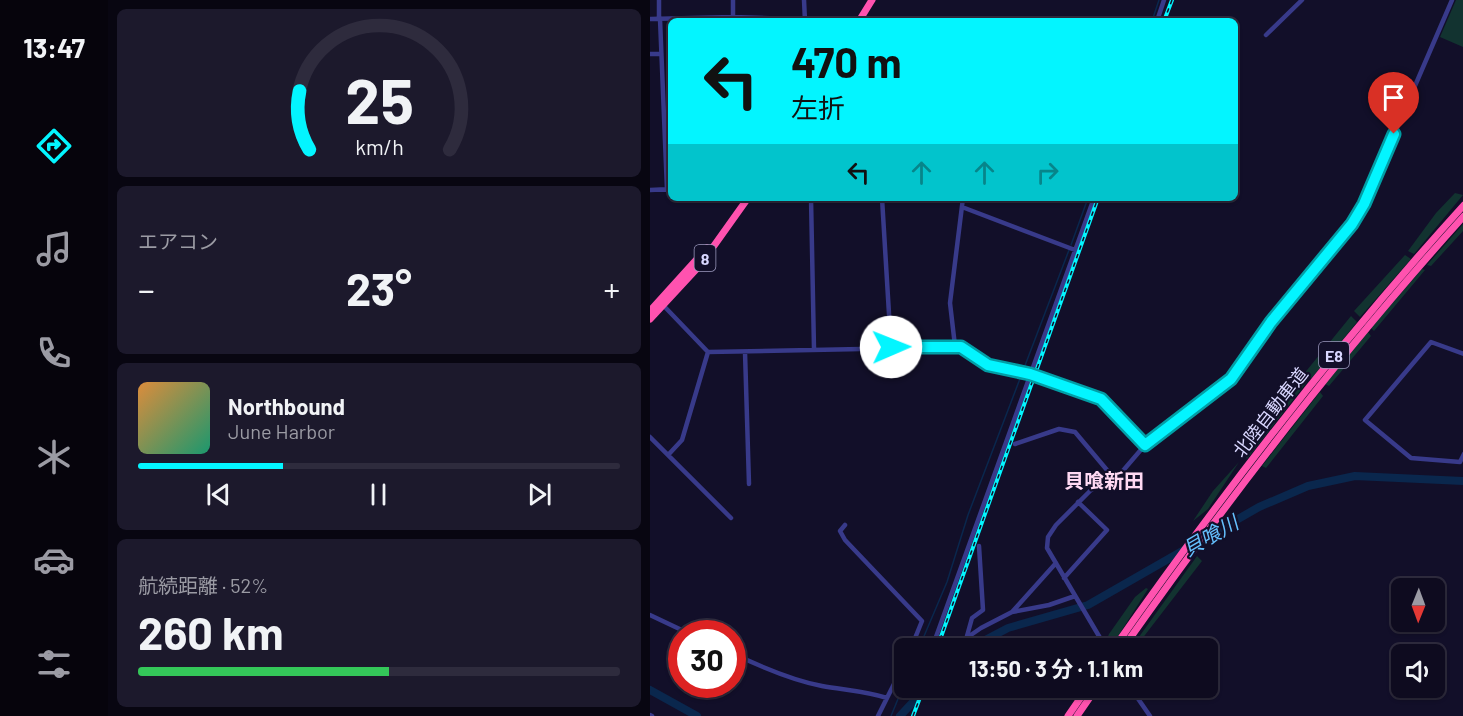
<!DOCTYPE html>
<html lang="ja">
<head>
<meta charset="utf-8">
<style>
	:root { --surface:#0e0b1f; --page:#1c192c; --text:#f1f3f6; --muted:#9b9ba4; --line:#2e2b3d; --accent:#03f5ff }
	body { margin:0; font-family:Barlow,"Noto Sans JP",sans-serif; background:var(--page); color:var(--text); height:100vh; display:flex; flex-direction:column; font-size:22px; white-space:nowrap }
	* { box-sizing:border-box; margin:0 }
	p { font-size:20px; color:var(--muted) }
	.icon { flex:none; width:33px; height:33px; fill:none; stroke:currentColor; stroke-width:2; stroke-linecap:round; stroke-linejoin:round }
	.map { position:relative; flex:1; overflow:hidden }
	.sheet { display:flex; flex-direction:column; gap:9px; padding:9px; background:#080611; width:542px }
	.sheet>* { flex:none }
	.hud { position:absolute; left:18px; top:18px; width:570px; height:183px; border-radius:9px; box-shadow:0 2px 4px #0004,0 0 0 2px var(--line); background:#03f5ff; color:#111; overflow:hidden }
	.needle { width:39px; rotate:181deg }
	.fabs { position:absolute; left:741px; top:578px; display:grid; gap:12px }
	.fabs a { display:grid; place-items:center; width:54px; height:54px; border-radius:9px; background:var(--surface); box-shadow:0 2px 4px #0004,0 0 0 2px var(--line); font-size:30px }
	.speed { position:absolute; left:18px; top:620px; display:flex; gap:12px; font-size:30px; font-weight:700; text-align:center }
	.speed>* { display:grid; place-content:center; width:78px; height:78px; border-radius:50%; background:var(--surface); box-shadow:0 2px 4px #0004,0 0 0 2px var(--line); line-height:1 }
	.speed .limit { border:9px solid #d22; background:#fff; color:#111 }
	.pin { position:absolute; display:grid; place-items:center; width:51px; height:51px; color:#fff; margin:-62px -26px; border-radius:50% 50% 50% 0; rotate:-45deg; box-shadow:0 0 6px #0007 }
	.pin .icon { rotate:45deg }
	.me { position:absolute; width:66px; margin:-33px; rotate:89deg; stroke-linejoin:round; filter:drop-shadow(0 0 4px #0008) }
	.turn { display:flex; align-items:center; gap:21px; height:126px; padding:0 24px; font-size:27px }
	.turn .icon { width:78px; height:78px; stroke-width:2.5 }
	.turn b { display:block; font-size:42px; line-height:51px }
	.lanes { display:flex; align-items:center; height:57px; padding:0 24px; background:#0003; justify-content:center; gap:30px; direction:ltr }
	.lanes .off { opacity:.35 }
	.big { font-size:45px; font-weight:700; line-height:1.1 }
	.sheet .card { flex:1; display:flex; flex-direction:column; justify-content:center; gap:9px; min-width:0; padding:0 21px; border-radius:9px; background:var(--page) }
	.sheet .dial { align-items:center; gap:0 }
	.dial svg { height:156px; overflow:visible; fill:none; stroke:var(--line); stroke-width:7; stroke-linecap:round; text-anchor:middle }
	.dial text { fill:var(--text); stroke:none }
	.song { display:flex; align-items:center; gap:18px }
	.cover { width:72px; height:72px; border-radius:9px; background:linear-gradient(135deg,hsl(30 70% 55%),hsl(160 70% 35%)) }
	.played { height:6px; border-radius:3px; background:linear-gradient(90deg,var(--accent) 30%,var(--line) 30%) }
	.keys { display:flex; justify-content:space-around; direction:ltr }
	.heat { display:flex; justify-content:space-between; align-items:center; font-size:33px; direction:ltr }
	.charge { height:9px; border-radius:4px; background:linear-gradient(90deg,#34c759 52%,var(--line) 0) }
	.trip { position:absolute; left:244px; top:638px; width:324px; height:60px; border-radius:9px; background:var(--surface); box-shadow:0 2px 4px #0004,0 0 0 2px var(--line); font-weight:700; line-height:60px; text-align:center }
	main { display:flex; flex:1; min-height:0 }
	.tabs { display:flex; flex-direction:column; width:108px; justify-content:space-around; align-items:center; background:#06040c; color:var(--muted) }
	.tabs .icon { width:42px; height:42px }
	.tabs .on { color:var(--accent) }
	.tabs b { font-size:27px; color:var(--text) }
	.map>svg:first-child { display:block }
	.green { fill:#123330 }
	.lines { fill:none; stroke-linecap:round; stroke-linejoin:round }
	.stream { stroke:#0a274d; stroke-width:1.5 }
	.river { stroke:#0a274d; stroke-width:8 }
	.minor { stroke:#383a8a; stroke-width:4.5 }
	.highway { stroke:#ff52af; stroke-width:7 }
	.rail-casing { stroke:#03f5ff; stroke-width:4 }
	.rail { stroke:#120f29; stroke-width:1.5; stroke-dasharray:4.5; stroke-linecap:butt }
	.route-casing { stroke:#029fa6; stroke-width:15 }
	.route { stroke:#03f5ff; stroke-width:10 }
	.labels { text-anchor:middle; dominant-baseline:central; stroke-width:4.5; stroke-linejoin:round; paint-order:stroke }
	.shield { fill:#120f29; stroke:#9d9bbf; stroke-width:1.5 }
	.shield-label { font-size:16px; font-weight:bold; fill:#d9d7ff }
	.street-label { font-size:18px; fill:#d9d7ff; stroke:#120f29 }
	.neighbourhood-label { font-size:20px; font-weight:bold; fill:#ffd9f3; stroke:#120f29 }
	.water-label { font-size:20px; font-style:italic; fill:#65c1ff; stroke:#120f29 }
</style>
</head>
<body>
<main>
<nav class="tabs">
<b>13:47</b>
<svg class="icon on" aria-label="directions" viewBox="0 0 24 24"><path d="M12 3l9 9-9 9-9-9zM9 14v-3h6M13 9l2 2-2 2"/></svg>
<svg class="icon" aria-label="music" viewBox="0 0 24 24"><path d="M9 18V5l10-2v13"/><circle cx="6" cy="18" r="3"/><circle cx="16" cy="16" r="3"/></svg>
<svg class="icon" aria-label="phone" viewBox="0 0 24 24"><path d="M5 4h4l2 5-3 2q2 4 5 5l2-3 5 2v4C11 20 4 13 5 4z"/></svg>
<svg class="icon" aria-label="climate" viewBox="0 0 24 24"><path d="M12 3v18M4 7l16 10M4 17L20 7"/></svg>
<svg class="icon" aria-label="car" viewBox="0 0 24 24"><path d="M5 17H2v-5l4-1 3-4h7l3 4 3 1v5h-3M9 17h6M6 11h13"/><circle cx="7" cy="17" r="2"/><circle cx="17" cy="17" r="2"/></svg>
<svg class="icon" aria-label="filters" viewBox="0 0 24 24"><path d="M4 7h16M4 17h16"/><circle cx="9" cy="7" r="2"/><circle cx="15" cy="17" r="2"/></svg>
</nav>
<section class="sheet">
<div class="card dial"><svg viewBox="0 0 100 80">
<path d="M14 69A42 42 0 1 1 86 69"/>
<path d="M14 69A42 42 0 0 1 9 39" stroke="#03f5ff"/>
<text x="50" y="56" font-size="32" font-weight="700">25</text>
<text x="50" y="72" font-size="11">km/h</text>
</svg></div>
<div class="card"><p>エアコン</p>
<div class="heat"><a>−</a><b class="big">23°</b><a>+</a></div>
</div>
<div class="card">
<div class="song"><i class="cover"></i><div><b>Northbound</b><p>June Harbor</p></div></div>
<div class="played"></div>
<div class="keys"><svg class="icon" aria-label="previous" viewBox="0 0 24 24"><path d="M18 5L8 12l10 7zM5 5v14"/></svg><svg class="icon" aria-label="pause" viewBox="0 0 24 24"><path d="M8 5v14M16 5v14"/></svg><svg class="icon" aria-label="next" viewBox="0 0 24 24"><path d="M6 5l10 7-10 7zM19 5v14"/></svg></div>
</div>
<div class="card"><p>航続距離 · 52%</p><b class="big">260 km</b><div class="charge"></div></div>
</section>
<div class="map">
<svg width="814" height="716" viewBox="0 0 814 716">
	<rect width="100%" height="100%" fill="#120f29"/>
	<path class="green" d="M806 0H813V47L790 37Z
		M805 193 813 195 764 254 758 251 786 213Z
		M813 224V231L781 266 777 265Z
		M755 255 761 259 710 317 704 311Z
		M772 269 775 270 724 331 721 328Z
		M701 316 707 322 662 378 653 375Z
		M718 332 721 336 679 386 675 384Z
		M653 380 657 382 597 459 593 452Z
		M670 392 673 396 616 468 612 466Z
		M589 462 558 509 543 521 563 491Z
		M547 556 552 561 485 648H481Z
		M496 588 498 589 461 647 456 641 459 634 485 597Z"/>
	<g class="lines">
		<path class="stream" d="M502 21 509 0
			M421 245 438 198
			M269 648 297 582 318 515 419 250
			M241 716 255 682"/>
		<path class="river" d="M320 648 358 628 438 605 609 507 658 486 705 476 814 481
			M0 690 47 716
			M250 716 277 687"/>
		<path class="minor" d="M9 0V19
			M83 0V21
			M154 0 155 21
			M0 19 83 17 209 21
			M10 19 17 190
			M507 21 514 0
			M616 35 652 0
			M0 54H11
			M0 190 21 189
			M161 198 164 349
			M232 198 241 347
			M312 207 425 250
			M12 304 58 352 311 347 338 365 380 374 451 399 495 445
			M305 346 300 303 313 198
			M95 352 99 484
			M814 354 781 342 715 420 761 458 810 462 814 454
			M0 437 81 518
			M365 444 409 429 425 432 462 476
			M19 454 32 440 58 352
			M195 525 190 531 195 540 272 621 261 648
			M414 578 457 530 428 502
			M362 612 399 605 425 596
			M0 615 38 633
			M317 636 322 618 333 610 329 546
			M282 648 444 198
			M302 648 331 628 362 612 406 563
			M456 648 397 548 398 537 406 525 441 490 471 473 495 445 581 379 621 322 702 224 714 204 802 0
			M82 653C111 667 141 680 172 686 194 690 215 691 237 698
			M480 687 500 716
			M0 715 2 716
			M228 716 255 662"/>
		<path class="highway" d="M209 21 222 0
			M0 311 57 248
			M0 319 51 264 98 198
			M464 648C572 494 687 345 814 205
			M473 648C579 498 691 352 814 216
			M418 716 438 687
			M427 716 447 687"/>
		<defs>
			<path id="rail" d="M514 21 522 0
				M287 648 448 198
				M263 716 274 687"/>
		</defs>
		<use href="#rail" class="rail-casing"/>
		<use href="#rail" class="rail"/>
	</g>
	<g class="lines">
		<defs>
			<path id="route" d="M241 347H311L338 365 380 374 451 399 495 445 581 379 621 322 702 224 714 204 744 134"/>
		</defs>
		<use href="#route" class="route-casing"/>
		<use href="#route" class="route"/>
	</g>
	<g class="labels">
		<g class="shield">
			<rect x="44.5" y="245" width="21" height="26" rx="4.5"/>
			<rect x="669" y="342" width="30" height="26" rx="4.5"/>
		</g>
		<g class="shield-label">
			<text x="55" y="258">8</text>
			<text x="684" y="355">E8</text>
		</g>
		<g class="street-label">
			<text transform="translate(620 412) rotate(-52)">北陸自動車道</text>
		</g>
		<g class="neighbourhood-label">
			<text x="454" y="480">貝喰新田</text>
		</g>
		<g class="water-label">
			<text transform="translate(560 535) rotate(-30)">貝喰川</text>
		</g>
	</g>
</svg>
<div class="fabs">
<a><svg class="needle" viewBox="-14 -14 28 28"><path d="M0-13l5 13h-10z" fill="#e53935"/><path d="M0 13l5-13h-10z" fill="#9b9ba4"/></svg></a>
<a><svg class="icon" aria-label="sound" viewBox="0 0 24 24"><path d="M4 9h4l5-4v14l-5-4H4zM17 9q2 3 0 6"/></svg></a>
</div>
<div class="speed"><div class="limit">30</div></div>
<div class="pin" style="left:744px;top:134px;background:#d93025"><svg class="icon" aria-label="arrive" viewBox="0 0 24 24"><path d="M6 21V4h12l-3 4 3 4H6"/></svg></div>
<svg class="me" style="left:241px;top:347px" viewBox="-20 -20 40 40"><circle r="19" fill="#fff"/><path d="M0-13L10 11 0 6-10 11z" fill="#03f5ff"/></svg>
<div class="trip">13:50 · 3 分 · 1.1 km</div>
<div class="hud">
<div class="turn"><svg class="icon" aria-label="left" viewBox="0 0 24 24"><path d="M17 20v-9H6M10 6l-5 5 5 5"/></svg><div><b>470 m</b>左折</div></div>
<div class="lanes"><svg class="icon" aria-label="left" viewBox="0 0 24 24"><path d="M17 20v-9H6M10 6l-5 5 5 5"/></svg><svg class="icon off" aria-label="ahead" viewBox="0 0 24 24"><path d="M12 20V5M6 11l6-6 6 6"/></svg><svg class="icon off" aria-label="ahead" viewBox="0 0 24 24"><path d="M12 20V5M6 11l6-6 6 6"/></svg><svg class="icon off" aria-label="right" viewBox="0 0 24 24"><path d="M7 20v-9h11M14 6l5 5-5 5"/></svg></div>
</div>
</div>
</main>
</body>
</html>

Your task >>
Take exactly the lines from the one containing "display:flex; align-items:center; height:57px;" through the one containing "font-size:45px; font-weight:700; line-height:1.1" in the data above, and output them with nothing added.

Task result >>
	.lanes { display:flex; align-items:center; height:57px; padding:0 24px; background:#0003; justify-content:center; gap:30px; direction:ltr }
	.lanes .off { opacity:.35 }
	.big { font-size:45px; font-weight:700; line-height:1.1 }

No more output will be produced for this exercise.